Saved entries:
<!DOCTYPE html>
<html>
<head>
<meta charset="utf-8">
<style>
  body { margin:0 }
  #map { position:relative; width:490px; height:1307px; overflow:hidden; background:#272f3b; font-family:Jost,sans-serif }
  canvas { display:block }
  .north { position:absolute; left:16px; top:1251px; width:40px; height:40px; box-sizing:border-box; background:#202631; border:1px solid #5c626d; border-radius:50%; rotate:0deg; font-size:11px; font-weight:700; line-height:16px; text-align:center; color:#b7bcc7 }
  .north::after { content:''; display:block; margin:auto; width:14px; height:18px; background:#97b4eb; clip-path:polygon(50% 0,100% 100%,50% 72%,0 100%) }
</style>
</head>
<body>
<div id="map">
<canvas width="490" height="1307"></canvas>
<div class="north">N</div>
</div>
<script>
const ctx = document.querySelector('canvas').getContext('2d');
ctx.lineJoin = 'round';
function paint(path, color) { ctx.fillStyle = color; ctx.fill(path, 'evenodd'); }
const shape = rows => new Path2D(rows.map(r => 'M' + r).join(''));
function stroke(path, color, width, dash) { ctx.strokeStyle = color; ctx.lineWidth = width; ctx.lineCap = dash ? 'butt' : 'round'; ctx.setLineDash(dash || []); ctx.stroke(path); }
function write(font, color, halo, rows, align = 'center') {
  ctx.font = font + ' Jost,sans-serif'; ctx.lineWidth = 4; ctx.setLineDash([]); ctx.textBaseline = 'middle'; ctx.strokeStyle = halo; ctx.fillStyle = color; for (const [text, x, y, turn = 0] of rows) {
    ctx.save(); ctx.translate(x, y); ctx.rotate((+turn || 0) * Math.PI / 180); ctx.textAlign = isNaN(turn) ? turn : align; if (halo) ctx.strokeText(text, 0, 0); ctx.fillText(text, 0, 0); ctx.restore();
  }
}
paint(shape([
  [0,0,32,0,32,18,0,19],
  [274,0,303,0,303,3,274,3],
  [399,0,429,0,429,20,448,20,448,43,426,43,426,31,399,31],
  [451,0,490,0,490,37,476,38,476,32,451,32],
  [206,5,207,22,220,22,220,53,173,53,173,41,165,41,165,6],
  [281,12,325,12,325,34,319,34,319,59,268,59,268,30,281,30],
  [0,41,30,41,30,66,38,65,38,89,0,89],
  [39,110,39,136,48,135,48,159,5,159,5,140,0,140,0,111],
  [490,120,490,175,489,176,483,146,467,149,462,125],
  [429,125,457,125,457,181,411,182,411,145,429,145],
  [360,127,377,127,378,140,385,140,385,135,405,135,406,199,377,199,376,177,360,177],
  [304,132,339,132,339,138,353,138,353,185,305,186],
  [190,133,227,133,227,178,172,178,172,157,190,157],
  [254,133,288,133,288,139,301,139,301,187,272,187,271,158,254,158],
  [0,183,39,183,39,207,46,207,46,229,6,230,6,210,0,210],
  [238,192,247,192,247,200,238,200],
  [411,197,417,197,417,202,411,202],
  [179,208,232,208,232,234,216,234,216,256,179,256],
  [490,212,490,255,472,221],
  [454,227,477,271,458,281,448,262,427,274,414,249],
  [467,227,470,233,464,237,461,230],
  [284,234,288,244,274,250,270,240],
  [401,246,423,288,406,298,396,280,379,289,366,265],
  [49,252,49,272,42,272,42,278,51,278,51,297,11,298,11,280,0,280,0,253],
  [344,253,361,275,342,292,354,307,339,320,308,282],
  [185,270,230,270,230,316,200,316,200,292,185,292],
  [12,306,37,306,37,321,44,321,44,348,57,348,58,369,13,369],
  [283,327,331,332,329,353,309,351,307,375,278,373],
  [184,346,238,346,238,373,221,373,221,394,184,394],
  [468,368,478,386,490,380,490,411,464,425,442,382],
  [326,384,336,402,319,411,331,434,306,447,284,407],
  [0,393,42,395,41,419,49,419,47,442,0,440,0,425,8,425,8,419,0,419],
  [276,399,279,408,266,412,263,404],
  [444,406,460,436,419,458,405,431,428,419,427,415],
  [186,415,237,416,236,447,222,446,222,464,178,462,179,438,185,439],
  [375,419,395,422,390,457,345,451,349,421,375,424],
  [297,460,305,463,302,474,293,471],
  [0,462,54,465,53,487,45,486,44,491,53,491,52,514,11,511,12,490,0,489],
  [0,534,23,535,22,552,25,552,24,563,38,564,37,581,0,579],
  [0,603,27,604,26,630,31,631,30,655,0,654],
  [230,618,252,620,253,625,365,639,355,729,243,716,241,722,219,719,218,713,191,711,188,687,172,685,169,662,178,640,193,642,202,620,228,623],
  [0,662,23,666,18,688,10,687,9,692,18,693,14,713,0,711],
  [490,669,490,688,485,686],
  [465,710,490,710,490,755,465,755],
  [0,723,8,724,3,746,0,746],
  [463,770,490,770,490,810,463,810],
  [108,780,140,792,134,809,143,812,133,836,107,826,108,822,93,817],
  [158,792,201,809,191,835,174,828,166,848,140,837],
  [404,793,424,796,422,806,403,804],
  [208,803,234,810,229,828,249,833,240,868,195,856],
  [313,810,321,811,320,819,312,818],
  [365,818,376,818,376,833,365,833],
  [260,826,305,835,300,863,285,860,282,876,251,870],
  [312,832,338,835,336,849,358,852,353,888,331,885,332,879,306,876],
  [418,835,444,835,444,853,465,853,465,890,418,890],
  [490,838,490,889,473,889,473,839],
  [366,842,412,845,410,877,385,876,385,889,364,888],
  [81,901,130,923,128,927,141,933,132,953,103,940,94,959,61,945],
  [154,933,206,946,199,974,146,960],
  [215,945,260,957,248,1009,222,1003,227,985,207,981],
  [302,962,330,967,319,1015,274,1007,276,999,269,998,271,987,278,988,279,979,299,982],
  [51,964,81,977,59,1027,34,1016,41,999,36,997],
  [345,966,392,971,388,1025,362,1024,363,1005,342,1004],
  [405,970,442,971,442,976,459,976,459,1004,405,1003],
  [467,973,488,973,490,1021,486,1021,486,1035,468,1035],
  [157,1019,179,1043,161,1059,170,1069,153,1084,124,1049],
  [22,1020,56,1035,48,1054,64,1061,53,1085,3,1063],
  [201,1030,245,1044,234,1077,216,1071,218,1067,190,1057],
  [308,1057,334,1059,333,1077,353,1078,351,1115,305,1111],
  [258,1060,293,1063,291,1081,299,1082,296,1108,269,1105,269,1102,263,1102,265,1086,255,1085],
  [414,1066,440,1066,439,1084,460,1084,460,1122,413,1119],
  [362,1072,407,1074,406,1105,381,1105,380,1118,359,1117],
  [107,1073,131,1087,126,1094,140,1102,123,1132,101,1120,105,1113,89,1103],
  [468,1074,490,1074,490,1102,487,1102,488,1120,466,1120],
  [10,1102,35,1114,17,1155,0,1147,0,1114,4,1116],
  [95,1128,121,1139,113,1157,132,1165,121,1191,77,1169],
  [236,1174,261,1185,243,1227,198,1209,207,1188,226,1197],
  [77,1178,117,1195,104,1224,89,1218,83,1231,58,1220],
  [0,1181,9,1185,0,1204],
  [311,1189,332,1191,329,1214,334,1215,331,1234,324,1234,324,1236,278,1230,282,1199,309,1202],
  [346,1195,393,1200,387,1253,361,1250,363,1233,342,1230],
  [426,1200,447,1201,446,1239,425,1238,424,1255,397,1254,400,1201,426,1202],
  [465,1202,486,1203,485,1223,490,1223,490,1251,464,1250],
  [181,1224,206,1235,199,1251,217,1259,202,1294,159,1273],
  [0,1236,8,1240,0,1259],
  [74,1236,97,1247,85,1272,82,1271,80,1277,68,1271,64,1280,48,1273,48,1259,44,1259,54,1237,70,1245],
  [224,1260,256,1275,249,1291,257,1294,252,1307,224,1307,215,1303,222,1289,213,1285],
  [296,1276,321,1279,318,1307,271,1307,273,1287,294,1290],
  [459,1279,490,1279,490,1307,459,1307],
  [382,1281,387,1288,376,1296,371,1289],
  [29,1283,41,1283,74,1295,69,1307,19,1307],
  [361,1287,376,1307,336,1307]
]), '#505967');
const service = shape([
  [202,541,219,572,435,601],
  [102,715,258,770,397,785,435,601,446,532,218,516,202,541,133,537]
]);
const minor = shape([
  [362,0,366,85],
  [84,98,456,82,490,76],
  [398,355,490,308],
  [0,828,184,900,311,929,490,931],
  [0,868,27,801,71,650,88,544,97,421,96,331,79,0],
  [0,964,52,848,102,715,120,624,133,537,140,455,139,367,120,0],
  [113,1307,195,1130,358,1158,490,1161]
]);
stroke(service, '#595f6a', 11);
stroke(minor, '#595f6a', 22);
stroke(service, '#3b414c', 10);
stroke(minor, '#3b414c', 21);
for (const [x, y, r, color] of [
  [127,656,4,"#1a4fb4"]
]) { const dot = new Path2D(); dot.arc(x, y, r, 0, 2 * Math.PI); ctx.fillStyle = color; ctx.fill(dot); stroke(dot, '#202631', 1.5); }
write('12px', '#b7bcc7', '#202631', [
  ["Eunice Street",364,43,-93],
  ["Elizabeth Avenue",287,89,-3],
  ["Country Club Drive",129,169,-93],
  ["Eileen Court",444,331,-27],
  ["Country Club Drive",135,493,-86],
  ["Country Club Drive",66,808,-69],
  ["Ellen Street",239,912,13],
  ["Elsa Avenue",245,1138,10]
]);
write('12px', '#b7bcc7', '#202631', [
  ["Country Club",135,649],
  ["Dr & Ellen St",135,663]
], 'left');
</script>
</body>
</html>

What is being asked: Only the lines above that hold "lineWidth" are wanted. Show every one of them.

Written solution:
function stroke(path, color, width, dash) { ctx.strokeStyle = color; ctx.lineWidth = width; ctx.lineCap = dash ? 'butt' : 'round'; ctx.setLineDash(dash || []); ctx.stroke(path); }
  ctx.font = font + ' Jost,sans-serif'; ctx.lineWidth = 4; ctx.setLineDash([]); ctx.textBaseline = 'middle'; ctx.strokeStyle = halo; ctx.fillStyle = color; for (const [text, x, y, turn = 0] of rows) {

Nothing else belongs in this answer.